As we drove along, Rona pointed out various pieces of land that were part of the farm. Actually, they have seven farms. Three have been reclaimed, post-apartheid, by the community through legal suits; however, the community ‘made a mess’ of running them. Rona and her husband were again managing those three farms, albeit paying rent to the community. They grow a lot of pine trees but are switching many fields to winter avocados. They are also experimenting with growing macadamia nuts. Their son is an agricultural chemist and he has planted some coffee.
Rona’s husband is named Nile; his father worked as a surveyor on the Nile River. He has a twin brother named Ferris. Nile and Ferris’ family have lived and farmed here for four generations.
Rona and Nile, Ferris and his wife, several other family members, and the farm manager all live next to each other by their saw mill. I said that I lived in a cohousing community and this sounded somewhat like that. Rona said that they live near each other for safety reasons. She said that a farmer was killed in South Africa each day and that these were gruesome murders. They are committed by people from Zimbabwe and Mozambique, not South Africans. For farmers, there is more safety in living together. At Rona and Niles’ farm, they have electric fences around their homes, large dogs that sleep outside at night, and bars on all the doors and windows. They sleep with guns by their side and their safe open. “This is how we have to live.”

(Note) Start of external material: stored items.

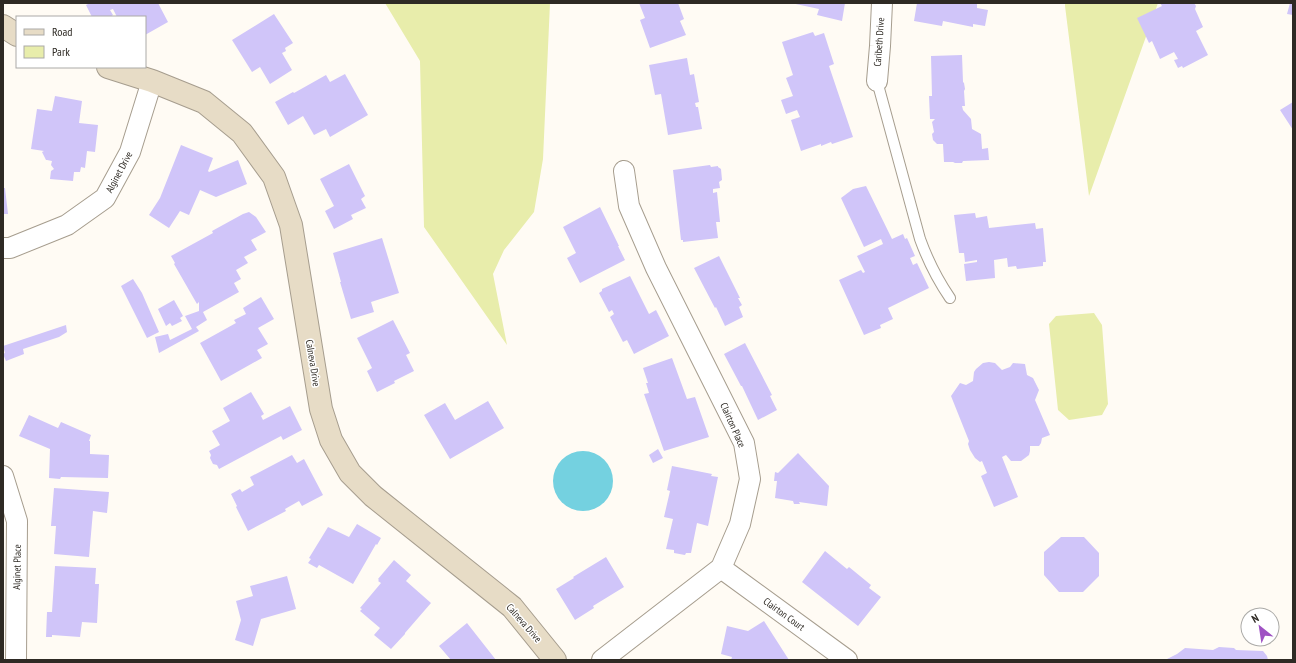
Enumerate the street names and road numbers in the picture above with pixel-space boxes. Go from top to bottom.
street label: Caribeth Drive [871,17,887,67]
street label: Alginet Drive [103,149,135,195]
street label: Calneva Drive [303,339,323,387]
street label: Clairton Place [717,400,749,450]
street label: Alginet Place [10,544,24,590]
street label: Clairton Court [761,595,808,634]
street label: Calneva Drive [504,601,544,645]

Rona and Nile have a beautiful house that seems designed for entertaining, with huge porches and patio areas adjoining a flat lawn and hot tub. Nile came home from work and then his brother came over. Nile made a fire and we sat around chatting outside for hours. Dinner was, of course, a braai.
Zuma resigned the night before and so the future of South Africa was a big topic. They are hopeful, but the situation is dire. They have over 180 workers—each of whom on average supports 11 other people—but the economics of running the farm are becoming unworkable. For example, because of corruption and mismanagement, the cost of electricity has increased tenfold in the last decade.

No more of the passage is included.